[Stored data]
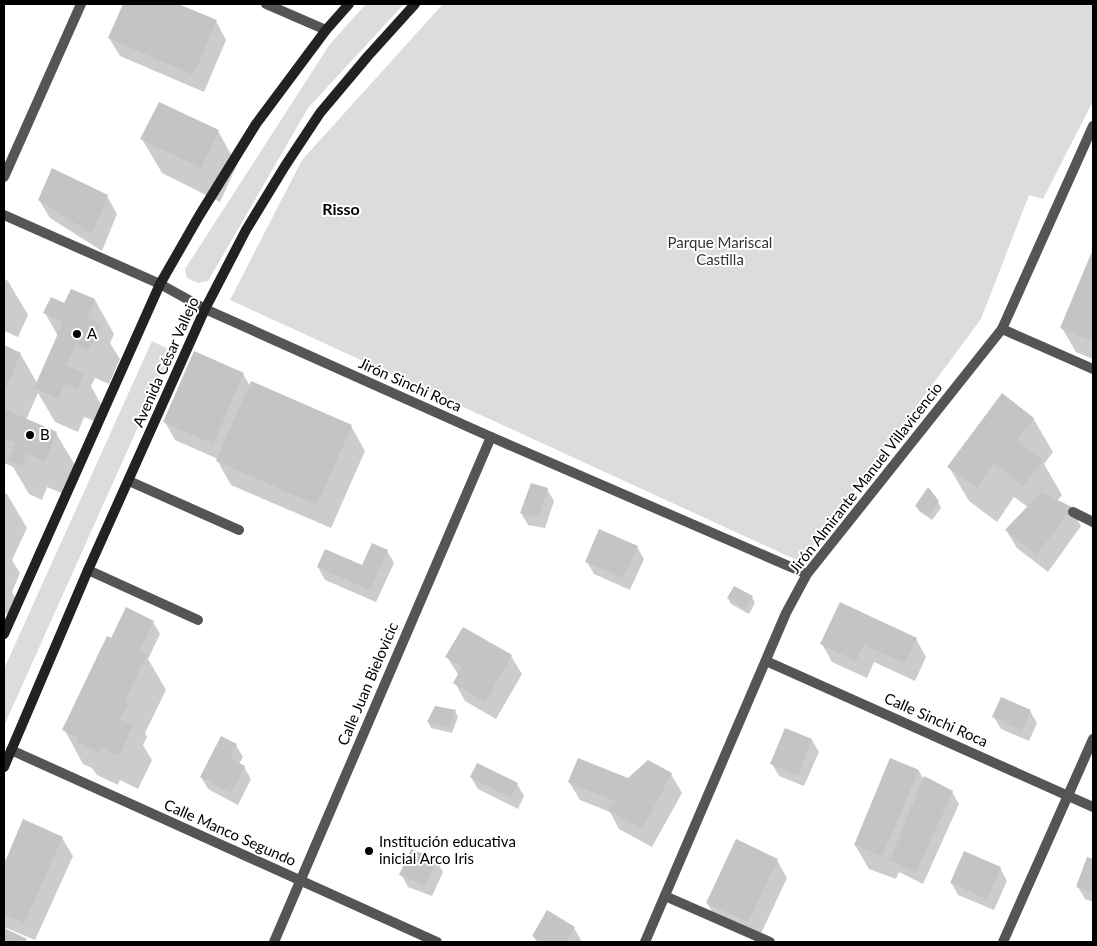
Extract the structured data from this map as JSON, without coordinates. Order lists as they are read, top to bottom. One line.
{"streets":{"main road":["Avenida César Vallejo"],"street":["Jirón Sinchi Roca","Jirón Almirante Manuel Villavicencio","Calle Juan Bielovicic","Calle Sinchi Roca","Calle Manco Segundo"]},"crossings":[["Avenida César Vallejo","Jirón Sinchi Roca"],["Avenida César Vallejo","Calle Manco Segundo"],["Jirón Sinchi Roca","Jirón Almirante Manuel Villavicencio"],["Jirón Sinchi Roca","Calle Juan Bielovicic"],["Jirón Almirante Manuel Villavicencio","Calle Sinchi Roca"],["Calle Juan Bielovicic","Calle Manco Segundo"]],"districts":["Risso"],"parks":["Parque Mariscal Castilla"],"places":["A","B","Institución educativa inicial Arco Iris"]}
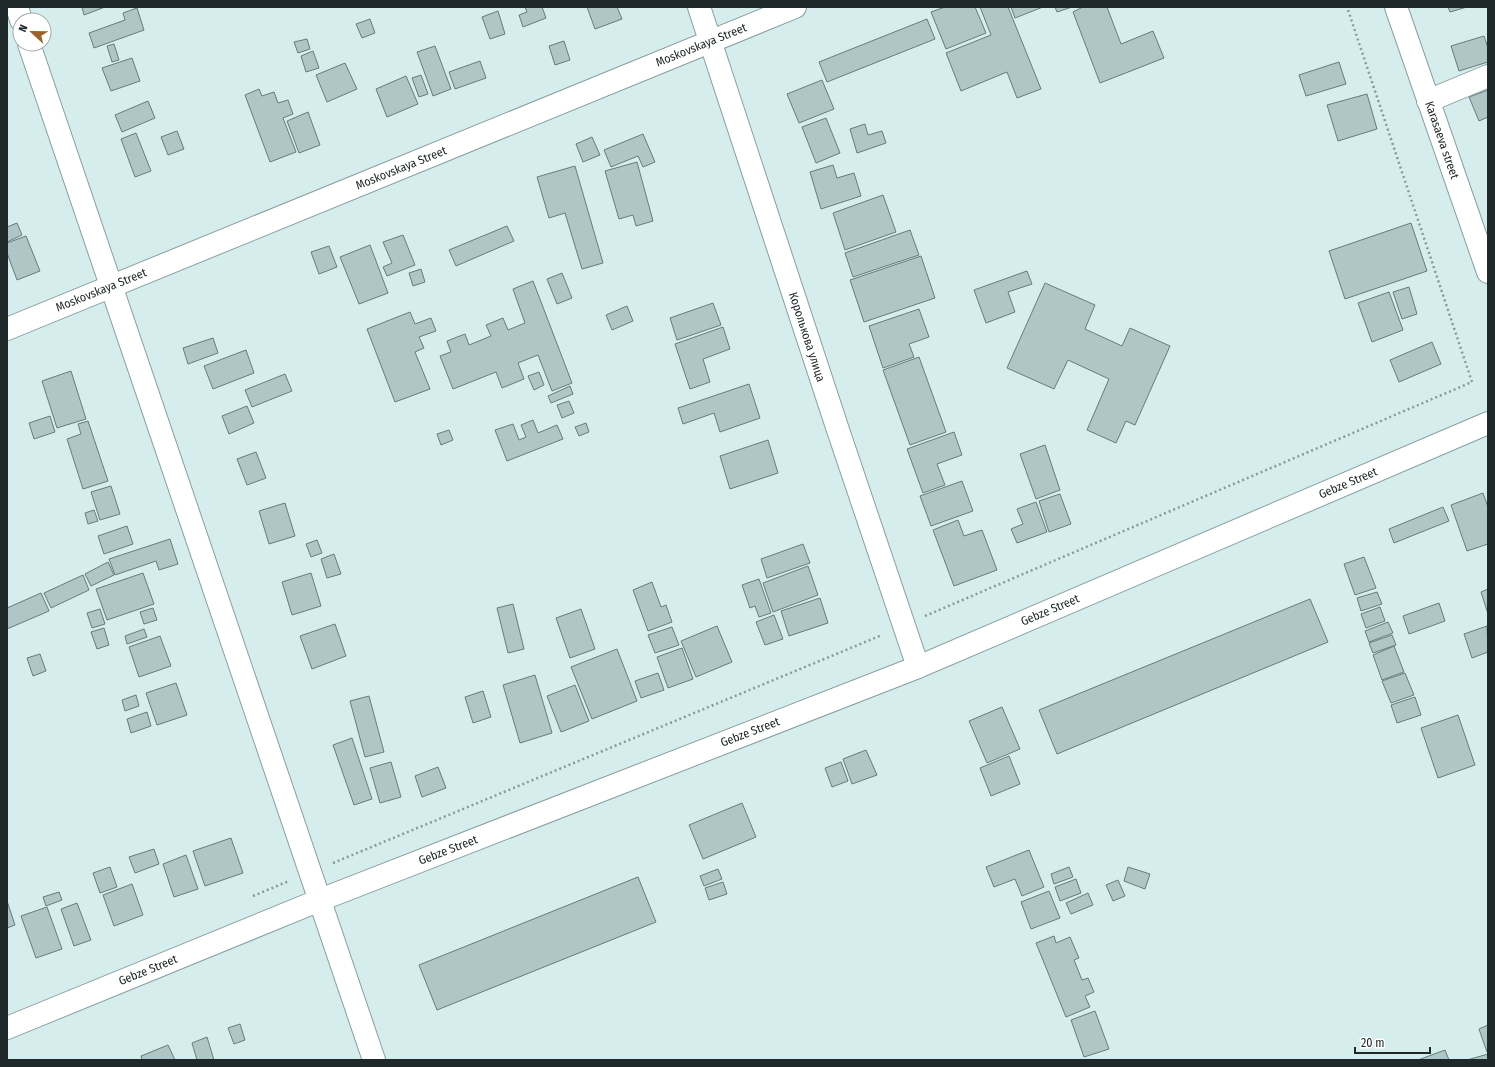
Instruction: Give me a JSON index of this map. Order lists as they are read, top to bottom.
{
  "streets": {
    "street": [
      "Moskovskaya Street",
      "Karasaeva street",
      "Королькова улица",
      "Gebze Street"
    ]
  },
  "crossings": [
    ["Moskovskaya Street", "Королькова улица"],
    ["Королькова улица", "Gebze Street"]
  ],
  "scale_bar": "20 m",
  "north": "left"
}
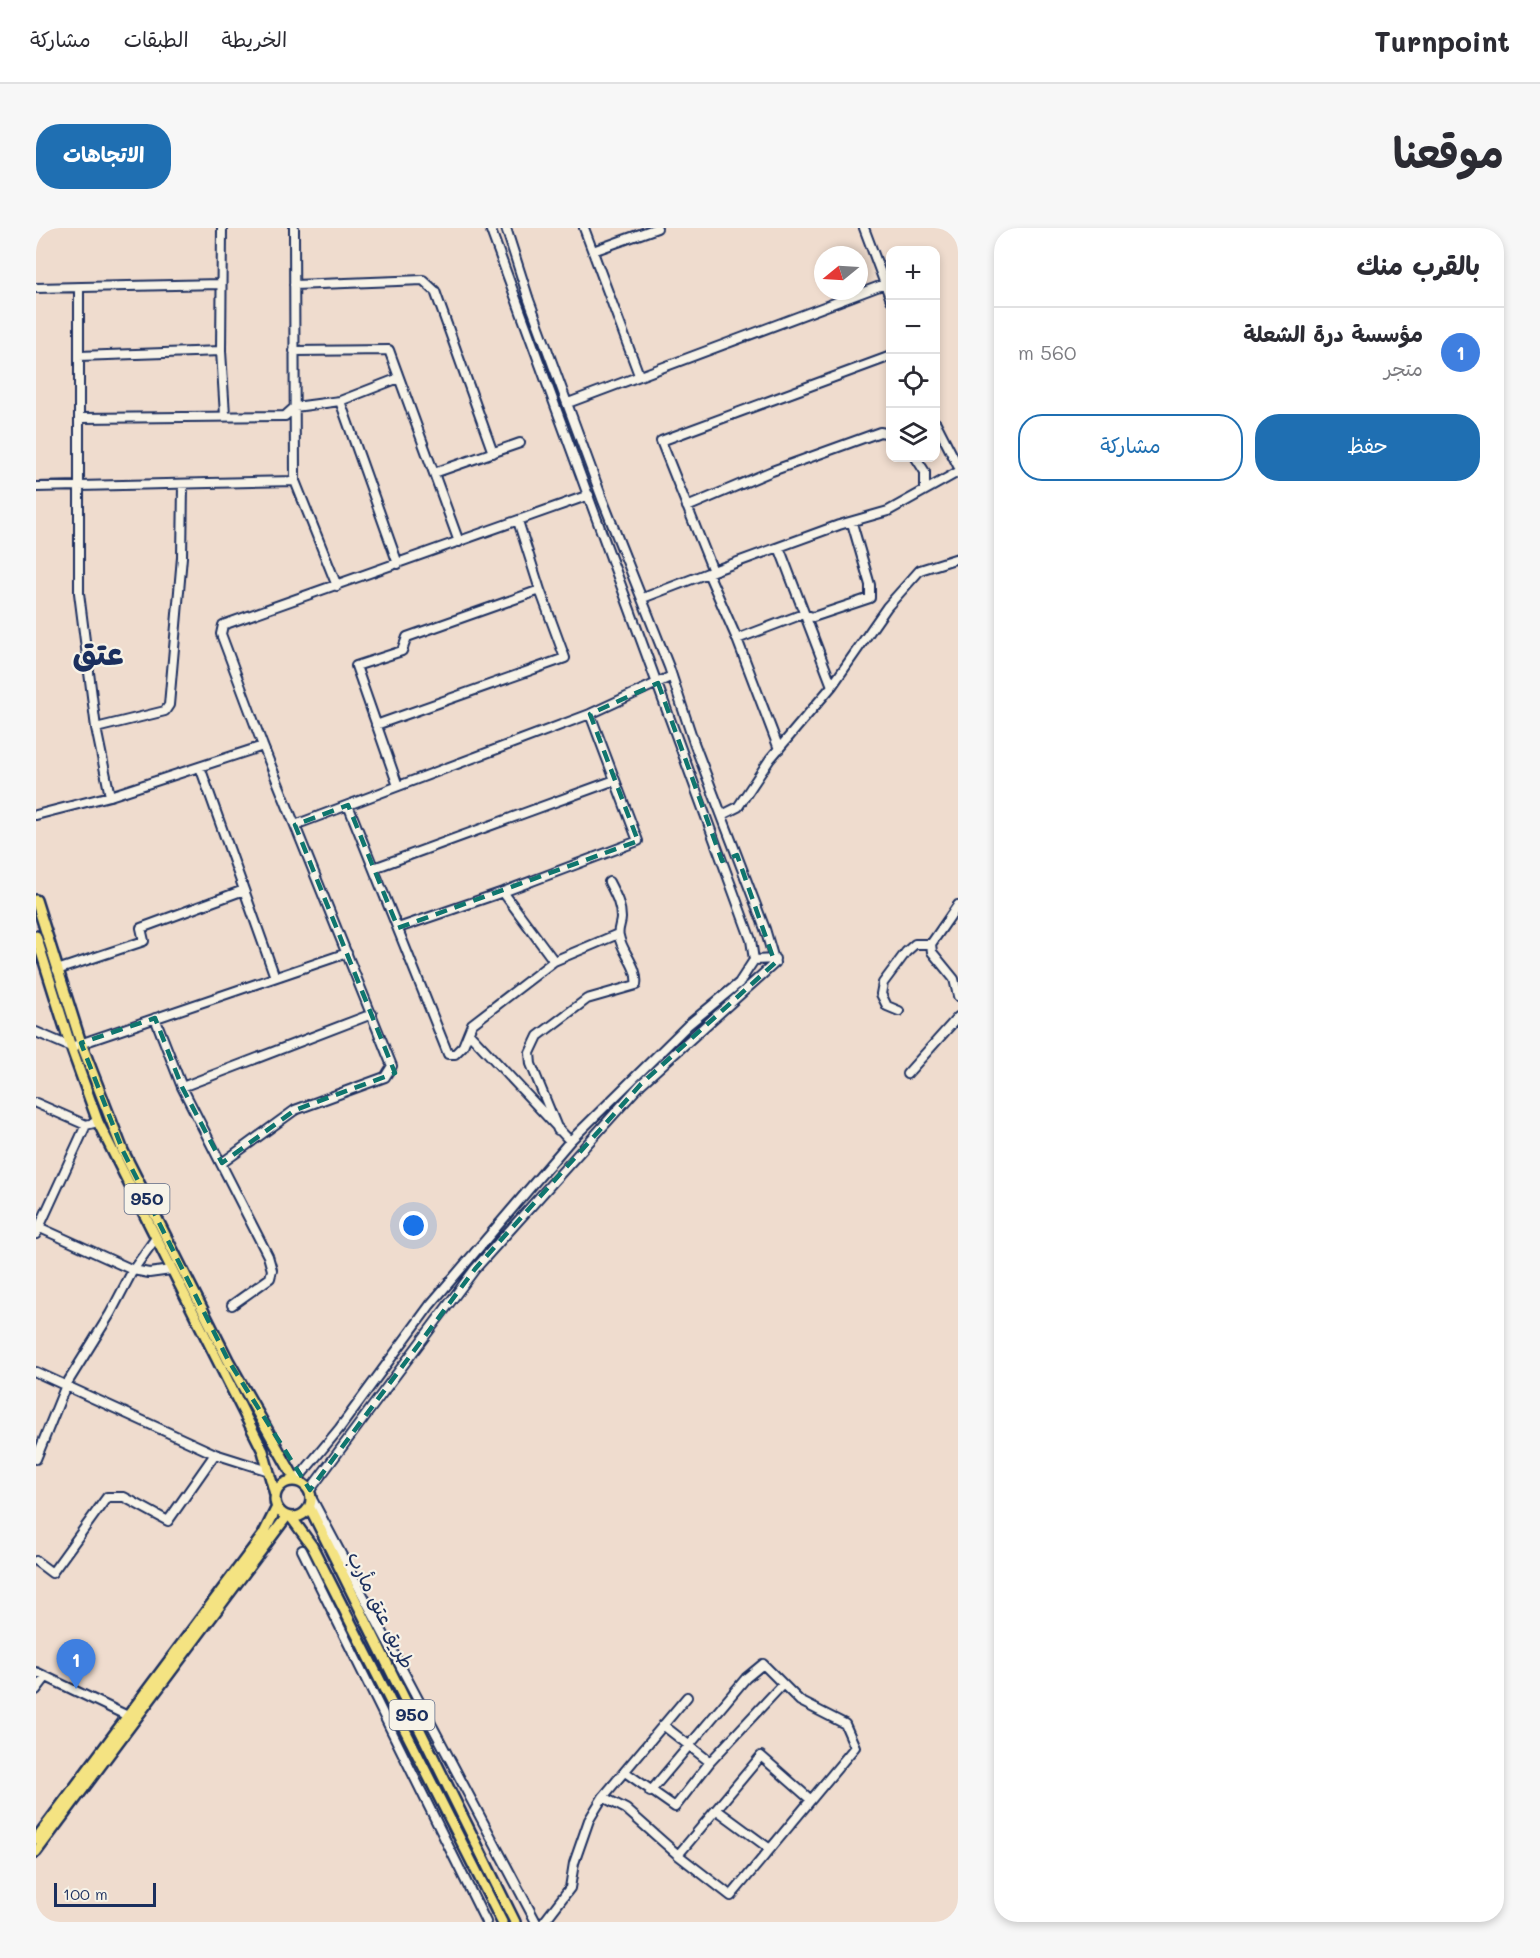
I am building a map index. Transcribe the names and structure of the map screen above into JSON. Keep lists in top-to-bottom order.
{
  "streets": {
    "main road": ["950", "طريق عتق مأرب"]
  },
  "crossings": [
    ["950", "طريق عتق مأرب"]
  ],
  "districts": ["عتق"],
  "scale_bar": "100 m",
  "north": "left",
  "page": {
    "header": "Turnpoint",
    "nav": ["الخريطة", "الطبقات", "مشاركة"],
    "title": "موقعنا",
    "buttons": [
      "الاتجاهات",
      ["حفظ", "مشاركة"]
    ],
    "heading": "بالقرب منك",
    "map_buttons": ["+", "−"],
    "list": [
      {
        "mark": "1",
        "name": "مؤسسة درة الشعلة",
        "note": "متجر",
        "value": "560 m"
      }
    ],
    "pins": "1",
    "scale": "100 m"
  }
}
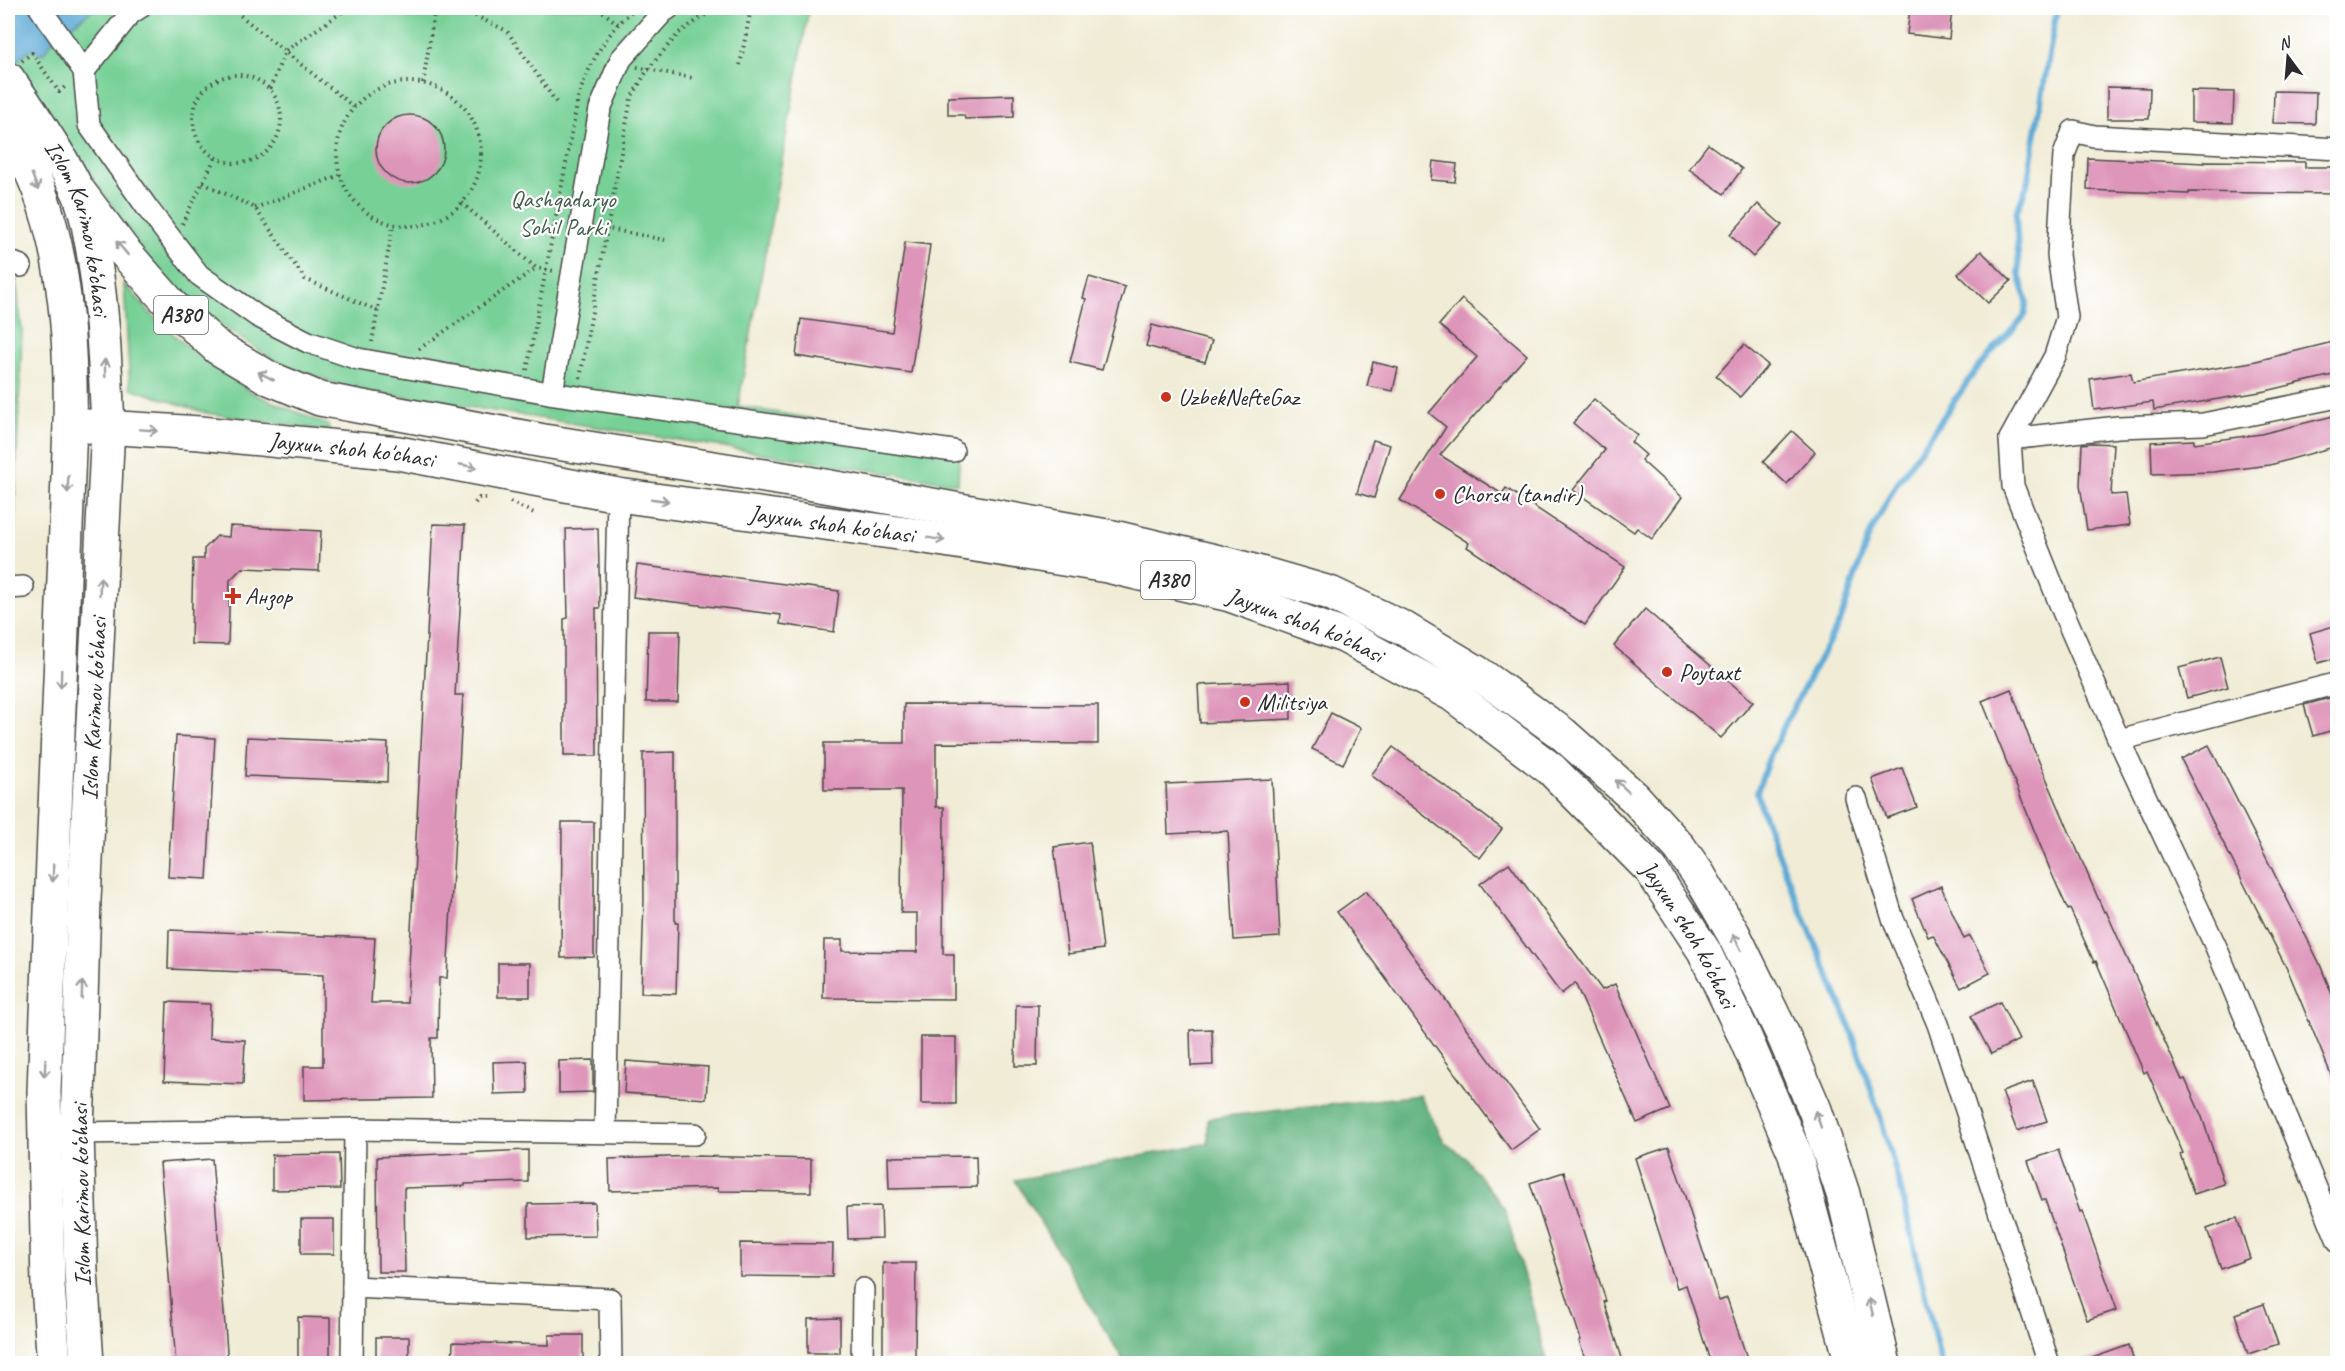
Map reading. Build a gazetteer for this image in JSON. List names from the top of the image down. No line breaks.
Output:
{"streets":{"main road":["Islom Karimov ko‘chasi","A380","Jayxun shoh ko'chasi"]},"crossings":[["Islom Karimov ko‘chasi","Jayxun shoh ko'chasi"]],"parks":["Qashqadaryo Sohil Parki"],"places":{"other":["UzbekNefteGaz","Chorsu (tandir)","Poytaxt","Militsiya"],"health":["Анзор"]},"north":"top"}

AIM OF THE EXERCISE:
Please repeat the data verbatim and leave the pictures out of your copy.

ANSWER TO THE EXERCISE:
Extract the structured data from this map as JSON, without coordinates. Order lists as they are read, top to bottom. One line.
{"streets":{"main road":["Avenida César Vallejo"],"street":["Jirón Sinchi Roca","Jirón Almirante Manuel Villavicencio","Calle Juan Bielovicic","Calle Sinchi Roca","Calle Manco Segundo"]},"crossings":[["Avenida César Vallejo","Jirón Sinchi Roca"],["Avenida César Vallejo","Calle Manco Segundo"],["Jirón Sinchi Roca","Jirón Almirante Manuel Villavicencio"],["Jirón Sinchi Roca","Calle Juan Bielovicic"],["Jirón Almirante Manuel Villavicencio","Calle Sinchi Roca"],["Calle Juan Bielovicic","Calle Manco Segundo"]],"districts":["Risso"],"parks":["Parque Mariscal Castilla"],"places":["A","B","Institución educativa inicial Arco Iris"]}
Instruction: Give me a JSON index of this map. Order lists as they are read, top to bottom.
{
  "streets": {
    "street": [
      "Moskovskaya Street",
      "Karasaeva street",
      "Королькова улица",
      "Gebze Street"
    ]
  },
  "crossings": [
    ["Moskovskaya Street", "Королькова улица"],
    ["Королькова улица", "Gebze Street"]
  ],
  "scale_bar": "20 m",
  "north": "left"
}
I am building a map index. Transcribe the names and structure of the map screen above into JSON. Keep lists in top-to-bottom order.
{
  "streets": {
    "main road": ["950", "طريق عتق مأرب"]
  },
  "crossings": [
    ["950", "طريق عتق مأرب"]
  ],
  "districts": ["عتق"],
  "scale_bar": "100 m",
  "north": "left",
  "page": {
    "header": "Turnpoint",
    "nav": ["الخريطة", "الطبقات", "مشاركة"],
    "title": "موقعنا",
    "buttons": [
      "الاتجاهات",
      ["حفظ", "مشاركة"]
    ],
    "heading": "بالقرب منك",
    "map_buttons": ["+", "−"],
    "list": [
      {
        "mark": "1",
        "name": "مؤسسة درة الشعلة",
        "note": "متجر",
        "value": "560 m"
      }
    ],
    "pins": "1",
    "scale": "100 m"
  }
}
Map reading. Build a gazetteer for this image in JSON. List names from the top of the image down. No line breaks.
Output:
{"streets":{"main road":["Islom Karimov ko‘chasi","A380","Jayxun shoh ko'chasi"]},"crossings":[["Islom Karimov ko‘chasi","Jayxun shoh ko'chasi"]],"parks":["Qashqadaryo Sohil Parki"],"places":{"other":["UzbekNefteGaz","Chorsu (tandir)","Poytaxt","Militsiya"],"health":["Анзор"]},"north":"top"}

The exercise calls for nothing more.